Halophila johnsonii, or Johnson's seagrass, is a small, asexual seagrass in the family Hydrocharitaceae (the "tape-grasses").  It occurs only on the southeastern coast of Florida, and was the first marine plant listed on the United States endangered species list, where it is listed as a threatened species.  Female flowers have been observed, but even with decade long observational studies, neither male flowers nor seed have ever been observed.

It may have the most limited distribution of all seagrasses.  It occurs only in lagoons along roughly 200 km of the Florida coastline between Sebastian Inlet and the northern part of Biscayne Bay, where it grows in small patches of a few centimeters to a few meters in diameter at depths ranging from the intertidal zone down to 3 meters.

Prior to 1980, the species designation was uncertain.  It was sometimes referred to as either Halophila decipiens or H. baillonis Ascherson, despite most closely resembling H. ovalis.

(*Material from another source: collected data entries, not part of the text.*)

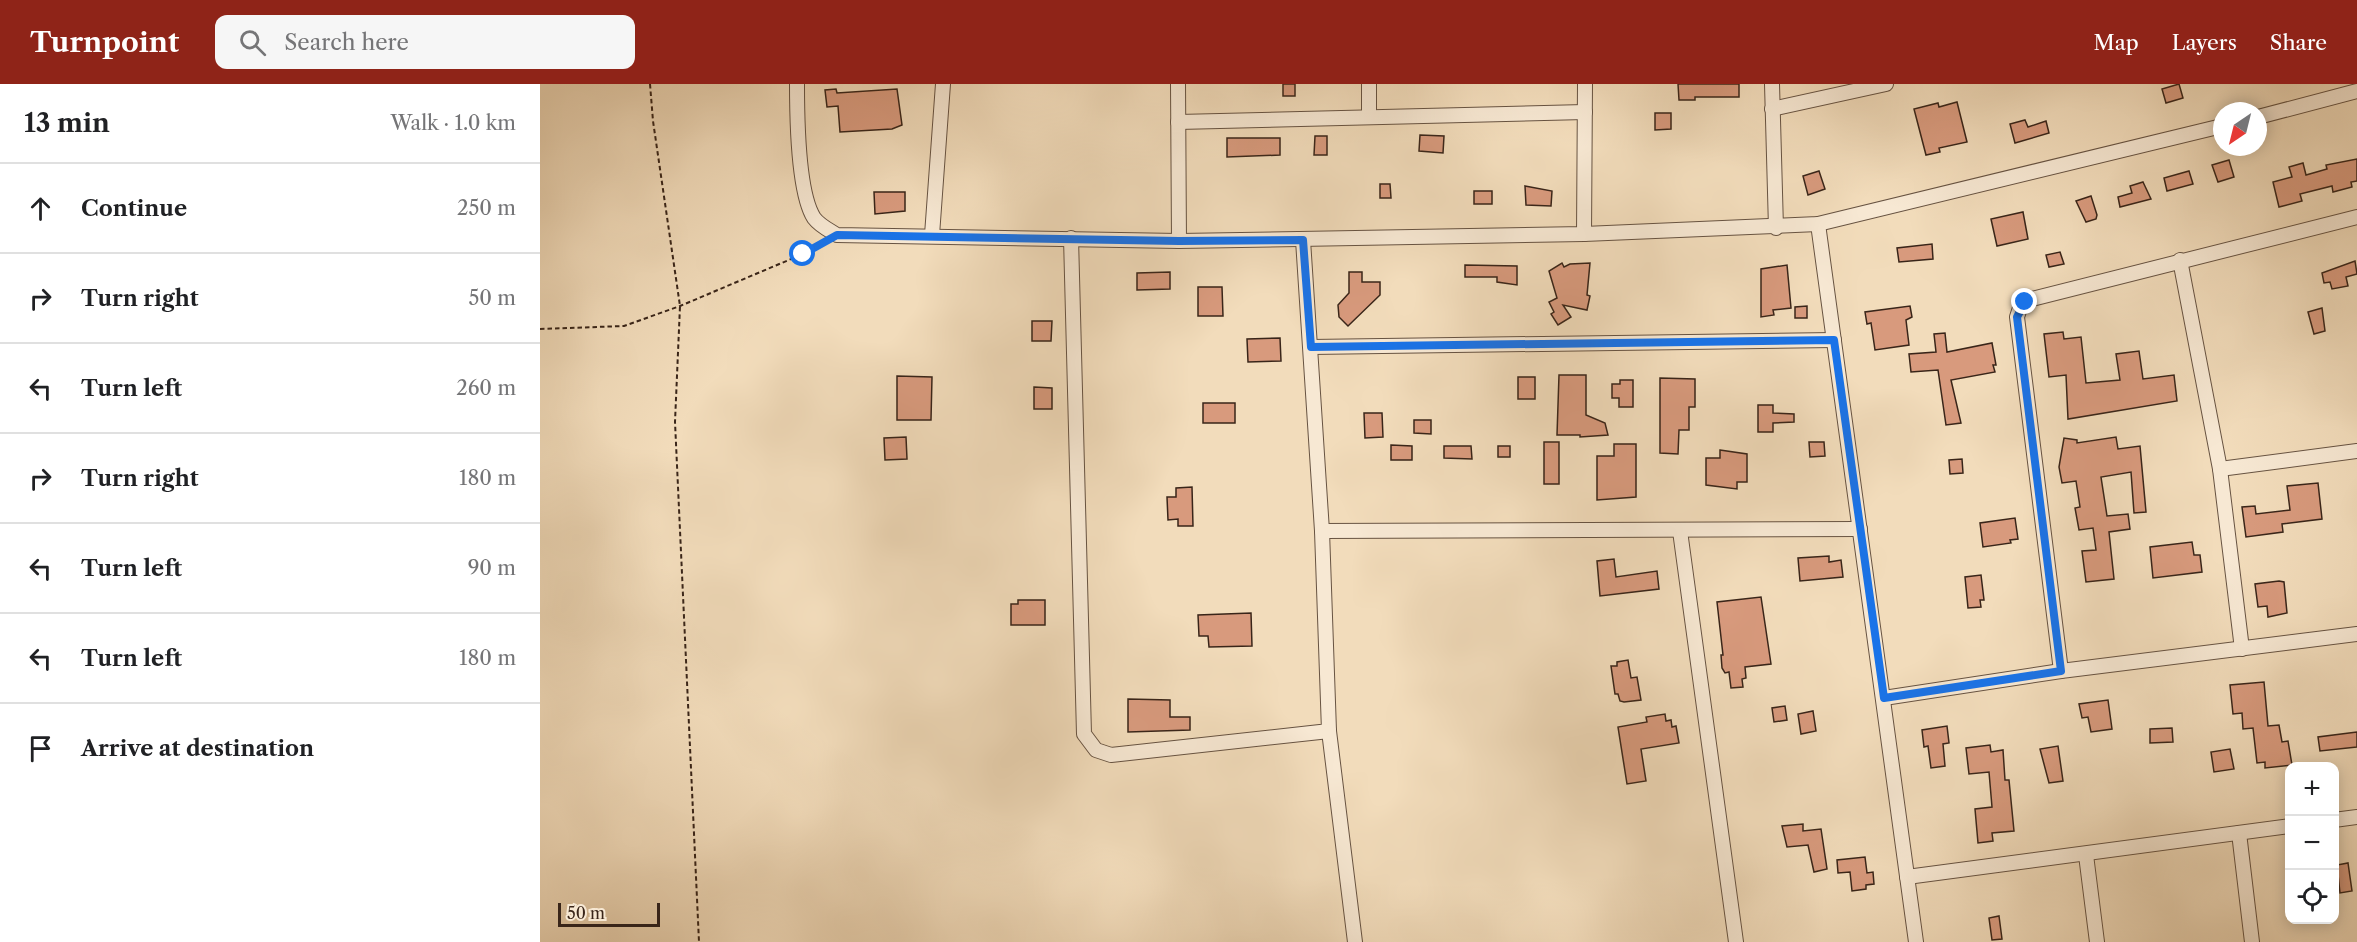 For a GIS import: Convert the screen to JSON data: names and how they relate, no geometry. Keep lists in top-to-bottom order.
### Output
{
  "scale_bar": "50 m",
  "north": "bottom left",
  "page": {
    "header": "Turnpoint",
    "search": "Search here",
    "nav": ["Map", "Layers", "Share"],
    "heading": ["13 min", "Walk · 1.0 km"],
    "list": [
      ["Continue", "250 m"],
      ["Turn right", "50 m"],
      ["Turn left", "260 m"],
      ["Turn right", "180 m"],
      ["Turn left", "90 m"],
      ["Turn left", "180 m"],
      "Arrive at destination"
    ],
    "map_buttons": ["+", "−"],
    "scale": "50 m"
  }
} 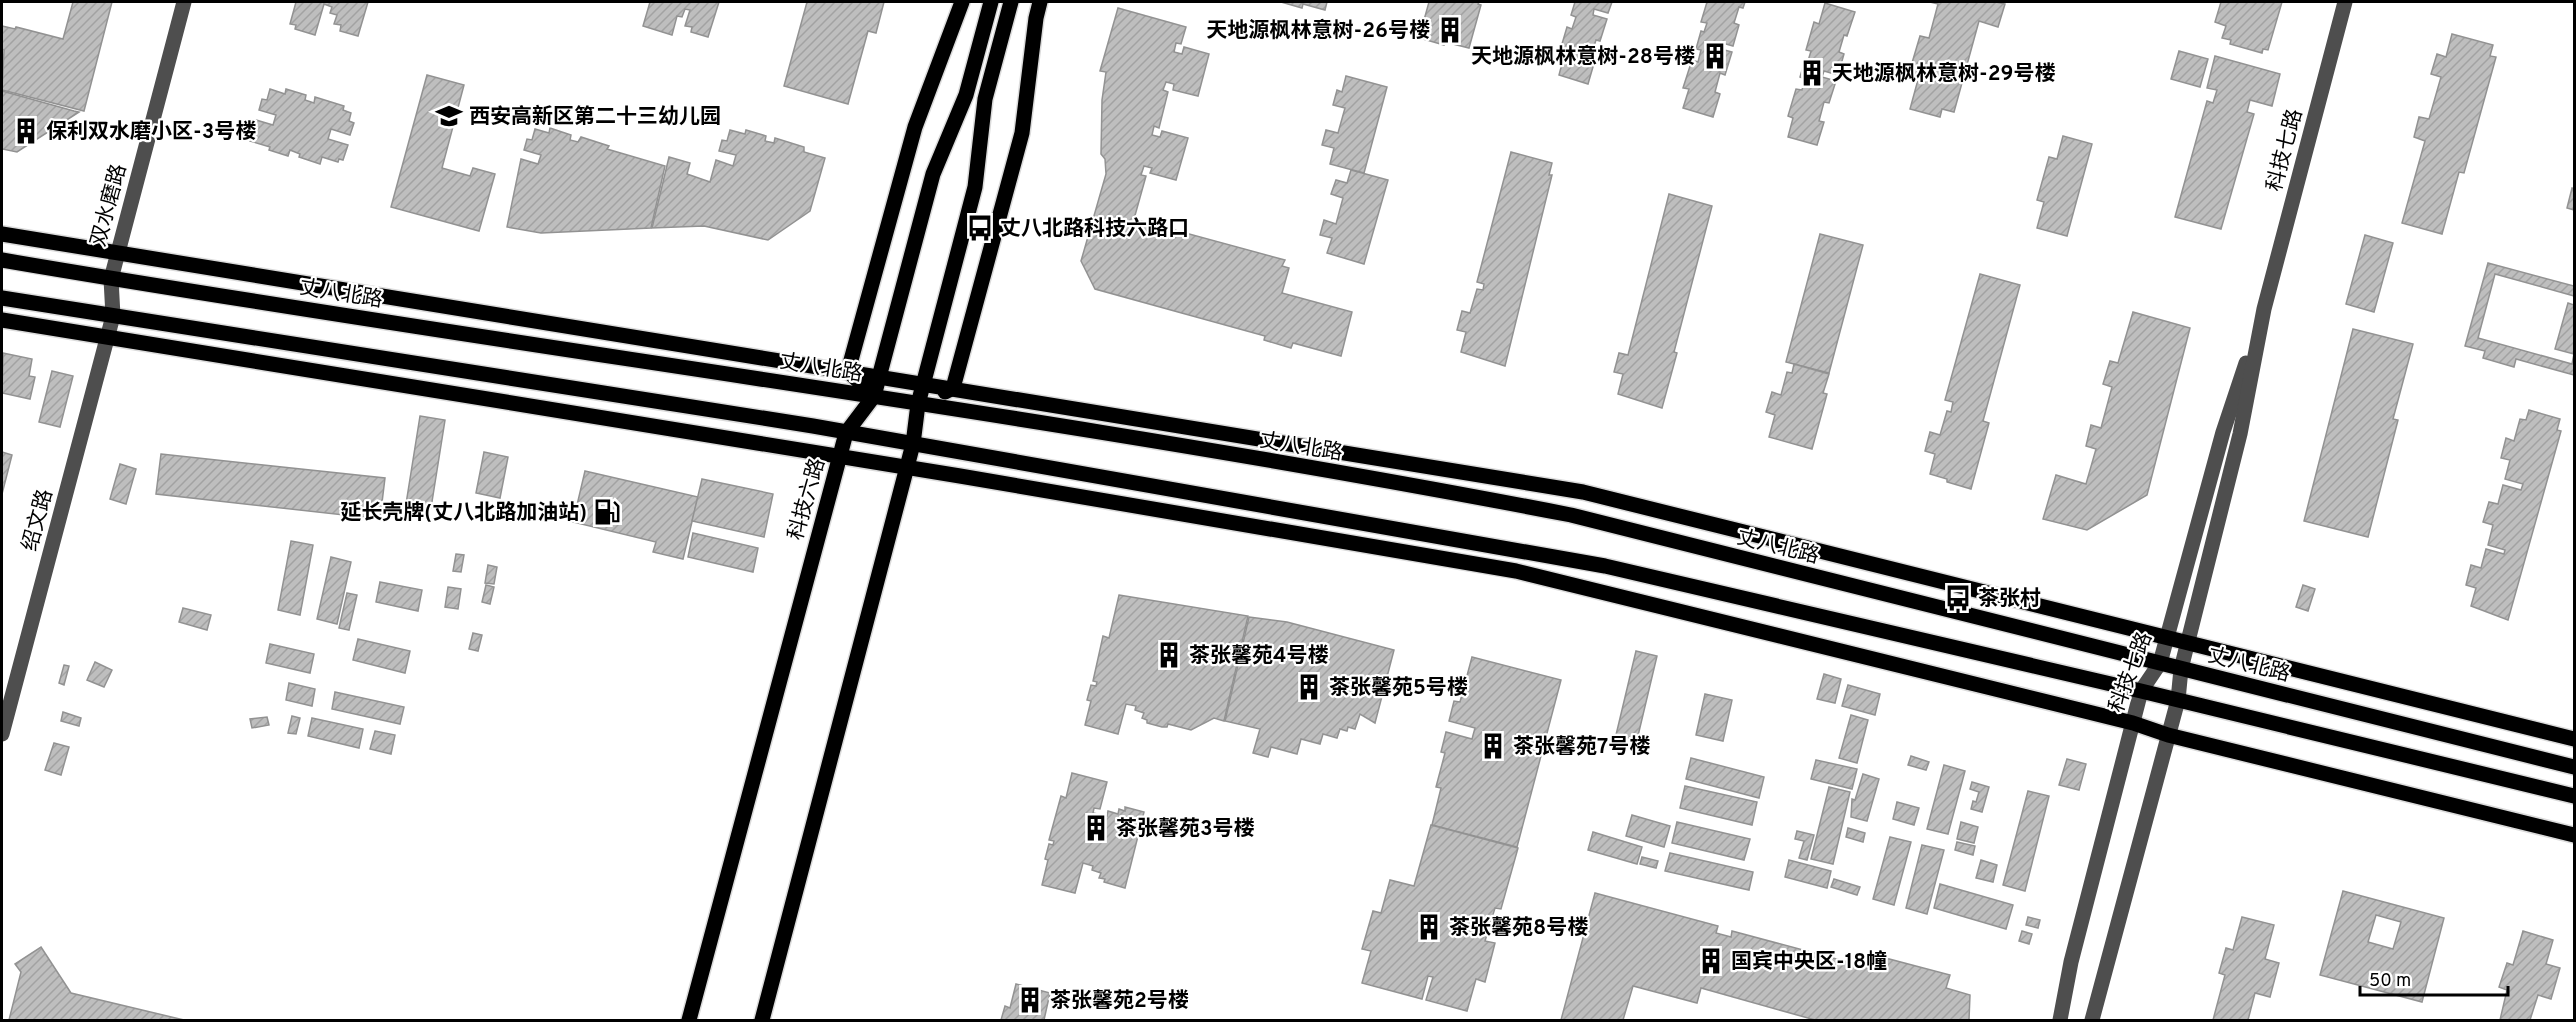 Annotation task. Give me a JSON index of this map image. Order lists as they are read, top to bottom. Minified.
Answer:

Morphologically, Johnson's seagrass is recognized by the presence of pairs of linearly shaped foliage leaves, each with a petiole formed on the node of a horizontally creeping rhizome.  The rhizome is located at or just below the sediment surface and is anchored to unconsolidated substrate by unbranched roots.  The leaves are generally 2-5 cm long (including the petioles), and the rhizome internodes rarely exceed 3-5 cm in length, making this species appear diminutive relative to the larger seagrasses.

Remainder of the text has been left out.